[INFORMATION SHOWN Boundary: Start]

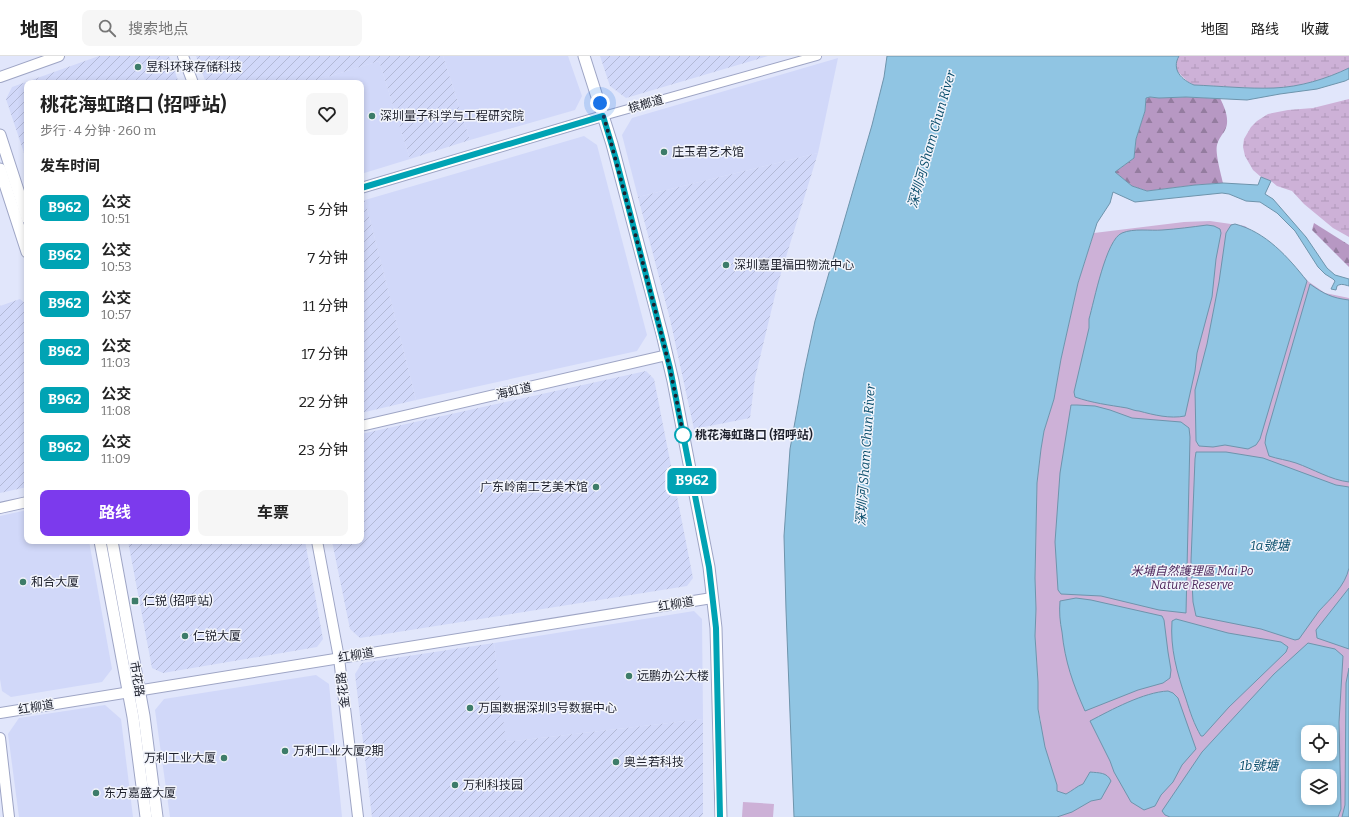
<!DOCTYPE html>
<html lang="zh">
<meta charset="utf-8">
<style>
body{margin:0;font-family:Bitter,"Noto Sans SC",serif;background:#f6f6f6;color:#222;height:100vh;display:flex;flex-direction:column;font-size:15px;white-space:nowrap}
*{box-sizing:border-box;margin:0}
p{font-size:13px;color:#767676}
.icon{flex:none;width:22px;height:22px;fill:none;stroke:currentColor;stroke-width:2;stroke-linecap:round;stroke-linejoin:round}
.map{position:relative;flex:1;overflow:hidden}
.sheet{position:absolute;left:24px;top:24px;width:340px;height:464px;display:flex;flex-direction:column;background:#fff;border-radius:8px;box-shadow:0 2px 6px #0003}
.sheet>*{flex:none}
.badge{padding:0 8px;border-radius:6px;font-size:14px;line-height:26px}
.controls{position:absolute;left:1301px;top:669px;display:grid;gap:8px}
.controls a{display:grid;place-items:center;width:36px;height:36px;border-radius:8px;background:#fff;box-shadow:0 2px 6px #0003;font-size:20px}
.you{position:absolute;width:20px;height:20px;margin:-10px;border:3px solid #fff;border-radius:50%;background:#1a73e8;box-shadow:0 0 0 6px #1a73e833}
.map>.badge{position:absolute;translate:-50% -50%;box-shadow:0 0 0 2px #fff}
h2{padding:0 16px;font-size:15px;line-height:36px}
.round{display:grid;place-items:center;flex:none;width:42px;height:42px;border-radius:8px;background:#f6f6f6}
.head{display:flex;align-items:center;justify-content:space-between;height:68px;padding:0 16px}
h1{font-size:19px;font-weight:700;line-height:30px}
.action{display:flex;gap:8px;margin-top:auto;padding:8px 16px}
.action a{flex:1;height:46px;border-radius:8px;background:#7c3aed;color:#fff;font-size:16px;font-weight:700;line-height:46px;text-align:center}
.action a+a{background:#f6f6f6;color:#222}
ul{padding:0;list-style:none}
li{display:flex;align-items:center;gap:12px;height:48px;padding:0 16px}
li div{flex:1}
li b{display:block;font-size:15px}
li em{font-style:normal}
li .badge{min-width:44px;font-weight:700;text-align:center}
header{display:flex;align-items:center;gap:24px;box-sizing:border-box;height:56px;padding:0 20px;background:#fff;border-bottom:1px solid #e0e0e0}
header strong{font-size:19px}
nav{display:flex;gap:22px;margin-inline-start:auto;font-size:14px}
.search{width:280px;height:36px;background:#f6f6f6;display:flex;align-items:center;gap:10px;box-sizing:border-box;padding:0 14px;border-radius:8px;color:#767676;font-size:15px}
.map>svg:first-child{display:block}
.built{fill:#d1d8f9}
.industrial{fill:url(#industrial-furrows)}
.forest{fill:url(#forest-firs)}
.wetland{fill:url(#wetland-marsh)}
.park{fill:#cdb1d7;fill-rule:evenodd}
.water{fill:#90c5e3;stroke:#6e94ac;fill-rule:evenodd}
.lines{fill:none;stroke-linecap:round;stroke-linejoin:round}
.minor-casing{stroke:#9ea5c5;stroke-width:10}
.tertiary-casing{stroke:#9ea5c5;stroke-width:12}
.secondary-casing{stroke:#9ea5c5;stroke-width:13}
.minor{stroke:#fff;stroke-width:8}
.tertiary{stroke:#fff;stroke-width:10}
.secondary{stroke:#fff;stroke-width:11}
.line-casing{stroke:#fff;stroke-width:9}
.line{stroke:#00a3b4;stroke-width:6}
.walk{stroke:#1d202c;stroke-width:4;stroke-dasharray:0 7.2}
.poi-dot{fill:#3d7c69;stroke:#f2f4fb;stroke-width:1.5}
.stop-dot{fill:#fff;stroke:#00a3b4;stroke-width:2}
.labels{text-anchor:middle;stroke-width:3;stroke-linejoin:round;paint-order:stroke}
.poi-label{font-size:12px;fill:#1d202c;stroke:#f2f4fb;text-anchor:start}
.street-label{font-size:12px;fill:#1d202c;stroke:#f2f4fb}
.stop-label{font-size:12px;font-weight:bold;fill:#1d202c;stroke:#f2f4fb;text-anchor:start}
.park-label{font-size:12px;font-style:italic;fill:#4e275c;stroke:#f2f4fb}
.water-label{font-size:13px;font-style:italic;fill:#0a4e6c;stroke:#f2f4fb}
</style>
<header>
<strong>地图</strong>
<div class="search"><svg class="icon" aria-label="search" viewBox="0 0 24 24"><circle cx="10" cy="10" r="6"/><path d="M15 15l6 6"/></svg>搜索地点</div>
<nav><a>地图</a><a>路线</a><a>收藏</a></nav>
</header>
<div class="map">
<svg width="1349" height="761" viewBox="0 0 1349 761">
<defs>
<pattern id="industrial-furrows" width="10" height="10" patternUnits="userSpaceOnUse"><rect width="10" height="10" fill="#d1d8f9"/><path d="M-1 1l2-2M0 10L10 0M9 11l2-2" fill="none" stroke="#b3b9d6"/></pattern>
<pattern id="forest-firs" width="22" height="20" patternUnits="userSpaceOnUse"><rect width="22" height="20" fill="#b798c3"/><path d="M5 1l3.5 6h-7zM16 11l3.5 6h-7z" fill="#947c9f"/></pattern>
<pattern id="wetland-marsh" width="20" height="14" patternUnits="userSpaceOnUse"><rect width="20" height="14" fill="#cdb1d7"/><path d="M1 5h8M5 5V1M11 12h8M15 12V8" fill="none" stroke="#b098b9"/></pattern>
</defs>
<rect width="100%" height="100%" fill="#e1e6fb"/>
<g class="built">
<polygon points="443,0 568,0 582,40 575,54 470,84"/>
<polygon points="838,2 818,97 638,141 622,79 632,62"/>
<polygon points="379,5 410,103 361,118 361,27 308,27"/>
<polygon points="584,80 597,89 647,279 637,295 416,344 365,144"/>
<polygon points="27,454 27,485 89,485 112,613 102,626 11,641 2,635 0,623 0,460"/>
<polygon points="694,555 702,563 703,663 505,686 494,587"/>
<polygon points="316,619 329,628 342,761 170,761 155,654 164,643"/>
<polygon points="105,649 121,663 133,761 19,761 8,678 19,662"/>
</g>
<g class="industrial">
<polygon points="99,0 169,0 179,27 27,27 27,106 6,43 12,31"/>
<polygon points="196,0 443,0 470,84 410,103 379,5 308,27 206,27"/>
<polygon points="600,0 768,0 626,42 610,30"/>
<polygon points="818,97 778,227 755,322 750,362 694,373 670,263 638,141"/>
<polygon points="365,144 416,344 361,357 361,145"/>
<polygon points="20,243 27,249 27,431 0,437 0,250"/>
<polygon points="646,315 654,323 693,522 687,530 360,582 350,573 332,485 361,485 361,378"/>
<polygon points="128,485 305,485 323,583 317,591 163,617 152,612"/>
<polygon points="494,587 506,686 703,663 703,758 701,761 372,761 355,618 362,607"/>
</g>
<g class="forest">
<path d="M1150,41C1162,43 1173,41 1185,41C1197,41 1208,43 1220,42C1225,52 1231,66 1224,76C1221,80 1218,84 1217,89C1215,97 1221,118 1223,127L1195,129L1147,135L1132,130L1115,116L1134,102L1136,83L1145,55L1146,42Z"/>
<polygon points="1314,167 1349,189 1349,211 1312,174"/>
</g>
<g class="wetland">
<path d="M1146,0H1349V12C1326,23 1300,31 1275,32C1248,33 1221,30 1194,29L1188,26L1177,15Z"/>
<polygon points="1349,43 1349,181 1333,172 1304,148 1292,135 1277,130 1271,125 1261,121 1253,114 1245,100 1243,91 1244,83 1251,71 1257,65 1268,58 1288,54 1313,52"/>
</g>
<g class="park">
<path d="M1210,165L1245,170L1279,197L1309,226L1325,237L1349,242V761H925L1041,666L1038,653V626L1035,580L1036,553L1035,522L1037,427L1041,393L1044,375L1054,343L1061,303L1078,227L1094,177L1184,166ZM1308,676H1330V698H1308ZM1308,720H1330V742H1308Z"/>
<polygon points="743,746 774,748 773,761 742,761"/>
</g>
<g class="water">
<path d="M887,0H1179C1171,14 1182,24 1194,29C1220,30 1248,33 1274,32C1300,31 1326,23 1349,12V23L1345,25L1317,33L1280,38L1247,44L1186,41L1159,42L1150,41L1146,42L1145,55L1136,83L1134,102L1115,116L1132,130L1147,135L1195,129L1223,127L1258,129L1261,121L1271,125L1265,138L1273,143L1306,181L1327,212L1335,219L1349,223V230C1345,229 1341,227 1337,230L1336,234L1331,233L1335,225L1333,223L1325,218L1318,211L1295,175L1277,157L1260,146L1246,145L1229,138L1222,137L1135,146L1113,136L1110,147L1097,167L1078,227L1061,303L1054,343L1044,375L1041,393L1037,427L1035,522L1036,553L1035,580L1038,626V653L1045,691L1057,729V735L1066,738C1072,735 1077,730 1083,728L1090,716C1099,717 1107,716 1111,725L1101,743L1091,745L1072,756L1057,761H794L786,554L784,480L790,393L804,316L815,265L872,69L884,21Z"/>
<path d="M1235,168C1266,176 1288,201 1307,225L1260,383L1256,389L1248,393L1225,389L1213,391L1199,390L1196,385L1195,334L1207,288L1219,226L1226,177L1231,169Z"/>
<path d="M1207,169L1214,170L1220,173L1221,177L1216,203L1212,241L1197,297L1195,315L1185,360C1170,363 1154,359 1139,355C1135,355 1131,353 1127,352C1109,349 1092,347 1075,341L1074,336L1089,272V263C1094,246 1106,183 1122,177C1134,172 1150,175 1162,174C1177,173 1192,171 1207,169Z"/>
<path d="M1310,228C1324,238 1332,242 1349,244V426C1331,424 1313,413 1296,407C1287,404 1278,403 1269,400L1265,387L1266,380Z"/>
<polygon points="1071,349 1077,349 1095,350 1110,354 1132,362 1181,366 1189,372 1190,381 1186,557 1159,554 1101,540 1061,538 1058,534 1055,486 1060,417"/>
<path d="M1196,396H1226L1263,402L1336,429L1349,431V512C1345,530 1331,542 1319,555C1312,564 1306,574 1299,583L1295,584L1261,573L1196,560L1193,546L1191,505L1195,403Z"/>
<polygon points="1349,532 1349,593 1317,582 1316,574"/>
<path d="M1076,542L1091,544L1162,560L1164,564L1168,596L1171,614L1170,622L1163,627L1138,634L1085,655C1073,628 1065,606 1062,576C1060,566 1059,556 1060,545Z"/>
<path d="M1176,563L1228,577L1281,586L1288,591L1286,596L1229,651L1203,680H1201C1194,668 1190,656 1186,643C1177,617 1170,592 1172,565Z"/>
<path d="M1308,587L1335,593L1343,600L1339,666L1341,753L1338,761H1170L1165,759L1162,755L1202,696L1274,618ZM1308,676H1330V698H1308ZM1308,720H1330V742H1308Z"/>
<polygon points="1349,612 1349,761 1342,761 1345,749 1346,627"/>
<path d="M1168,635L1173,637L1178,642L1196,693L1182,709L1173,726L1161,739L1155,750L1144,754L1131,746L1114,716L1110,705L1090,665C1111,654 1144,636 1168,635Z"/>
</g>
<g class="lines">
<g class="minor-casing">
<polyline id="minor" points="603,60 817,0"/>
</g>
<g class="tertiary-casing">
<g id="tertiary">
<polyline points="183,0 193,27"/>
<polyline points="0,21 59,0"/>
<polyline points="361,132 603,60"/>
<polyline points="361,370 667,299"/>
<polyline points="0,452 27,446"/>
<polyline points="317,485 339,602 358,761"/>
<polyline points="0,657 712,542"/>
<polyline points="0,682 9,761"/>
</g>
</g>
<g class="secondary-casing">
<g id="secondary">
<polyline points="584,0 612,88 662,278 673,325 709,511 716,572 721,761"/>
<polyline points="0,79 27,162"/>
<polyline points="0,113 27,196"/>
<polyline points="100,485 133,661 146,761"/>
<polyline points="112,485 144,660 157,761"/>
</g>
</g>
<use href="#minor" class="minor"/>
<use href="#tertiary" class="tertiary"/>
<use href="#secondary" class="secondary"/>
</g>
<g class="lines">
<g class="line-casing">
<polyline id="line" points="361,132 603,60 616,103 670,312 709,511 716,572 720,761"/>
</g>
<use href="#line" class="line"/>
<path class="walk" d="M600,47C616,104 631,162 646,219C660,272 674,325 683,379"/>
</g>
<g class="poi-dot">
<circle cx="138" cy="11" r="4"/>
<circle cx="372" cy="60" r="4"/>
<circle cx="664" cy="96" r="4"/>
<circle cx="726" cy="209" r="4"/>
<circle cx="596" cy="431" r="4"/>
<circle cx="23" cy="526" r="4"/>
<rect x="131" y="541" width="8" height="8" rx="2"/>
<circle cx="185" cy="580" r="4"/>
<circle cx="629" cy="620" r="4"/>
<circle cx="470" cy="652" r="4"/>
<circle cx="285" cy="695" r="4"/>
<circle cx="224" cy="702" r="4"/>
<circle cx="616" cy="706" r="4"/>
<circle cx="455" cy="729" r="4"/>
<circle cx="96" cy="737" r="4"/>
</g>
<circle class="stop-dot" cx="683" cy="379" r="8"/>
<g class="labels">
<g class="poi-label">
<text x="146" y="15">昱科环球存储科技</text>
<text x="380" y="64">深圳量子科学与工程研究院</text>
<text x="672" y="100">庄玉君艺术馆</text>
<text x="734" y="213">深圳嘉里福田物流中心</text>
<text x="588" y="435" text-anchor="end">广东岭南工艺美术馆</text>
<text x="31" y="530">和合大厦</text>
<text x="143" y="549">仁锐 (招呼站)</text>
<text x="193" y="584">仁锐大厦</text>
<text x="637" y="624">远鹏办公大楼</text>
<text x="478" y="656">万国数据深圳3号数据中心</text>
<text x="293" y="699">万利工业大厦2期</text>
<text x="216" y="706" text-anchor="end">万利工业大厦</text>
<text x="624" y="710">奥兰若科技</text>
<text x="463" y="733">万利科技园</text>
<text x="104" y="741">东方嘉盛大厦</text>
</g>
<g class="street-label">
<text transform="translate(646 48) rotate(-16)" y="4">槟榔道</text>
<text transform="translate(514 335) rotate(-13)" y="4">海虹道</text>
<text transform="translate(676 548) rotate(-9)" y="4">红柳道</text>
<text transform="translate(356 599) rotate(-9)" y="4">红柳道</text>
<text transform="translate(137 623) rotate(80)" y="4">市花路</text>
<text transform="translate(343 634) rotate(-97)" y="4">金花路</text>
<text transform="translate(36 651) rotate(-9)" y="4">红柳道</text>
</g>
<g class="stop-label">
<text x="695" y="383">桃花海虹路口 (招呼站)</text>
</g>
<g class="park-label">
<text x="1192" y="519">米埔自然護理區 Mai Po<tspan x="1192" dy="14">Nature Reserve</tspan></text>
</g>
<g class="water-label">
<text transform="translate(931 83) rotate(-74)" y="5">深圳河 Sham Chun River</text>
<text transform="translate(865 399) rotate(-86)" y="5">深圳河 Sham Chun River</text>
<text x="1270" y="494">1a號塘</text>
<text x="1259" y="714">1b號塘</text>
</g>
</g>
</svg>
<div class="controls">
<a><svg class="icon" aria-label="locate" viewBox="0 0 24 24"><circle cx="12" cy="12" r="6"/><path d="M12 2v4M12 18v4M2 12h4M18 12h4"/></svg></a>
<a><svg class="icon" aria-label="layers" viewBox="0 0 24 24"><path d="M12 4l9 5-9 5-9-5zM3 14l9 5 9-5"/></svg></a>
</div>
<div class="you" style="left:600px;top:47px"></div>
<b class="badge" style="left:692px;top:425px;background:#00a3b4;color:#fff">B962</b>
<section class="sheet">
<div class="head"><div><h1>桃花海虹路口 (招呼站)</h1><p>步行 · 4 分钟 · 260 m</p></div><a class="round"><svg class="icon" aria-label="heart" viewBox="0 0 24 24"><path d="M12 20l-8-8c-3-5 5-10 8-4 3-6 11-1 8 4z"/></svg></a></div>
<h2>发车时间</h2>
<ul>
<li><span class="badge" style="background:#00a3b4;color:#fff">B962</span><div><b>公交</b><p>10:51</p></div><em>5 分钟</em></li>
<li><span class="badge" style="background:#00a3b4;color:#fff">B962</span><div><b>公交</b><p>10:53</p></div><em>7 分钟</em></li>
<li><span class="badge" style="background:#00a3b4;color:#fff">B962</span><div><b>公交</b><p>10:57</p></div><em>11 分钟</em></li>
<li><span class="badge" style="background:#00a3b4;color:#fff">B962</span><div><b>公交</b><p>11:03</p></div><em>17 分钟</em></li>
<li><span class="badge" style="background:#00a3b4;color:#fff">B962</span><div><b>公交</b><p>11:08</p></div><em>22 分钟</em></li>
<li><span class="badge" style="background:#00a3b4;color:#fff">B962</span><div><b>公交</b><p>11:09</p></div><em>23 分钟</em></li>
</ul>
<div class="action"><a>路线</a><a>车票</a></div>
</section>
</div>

[INFORMATION SHOWN Boundary: End]

TASK DIRECTIONS: Show every line of the material that includes the string "linecap".

REPLY TO THE EXERCISE:
.icon{flex:none;width:22px;height:22px;fill:none;stroke:currentColor;stroke-width:2;stroke-linecap:round;stroke-linejoin:round}
.lines{fill:none;stroke-linecap:round;stroke-linejoin:round}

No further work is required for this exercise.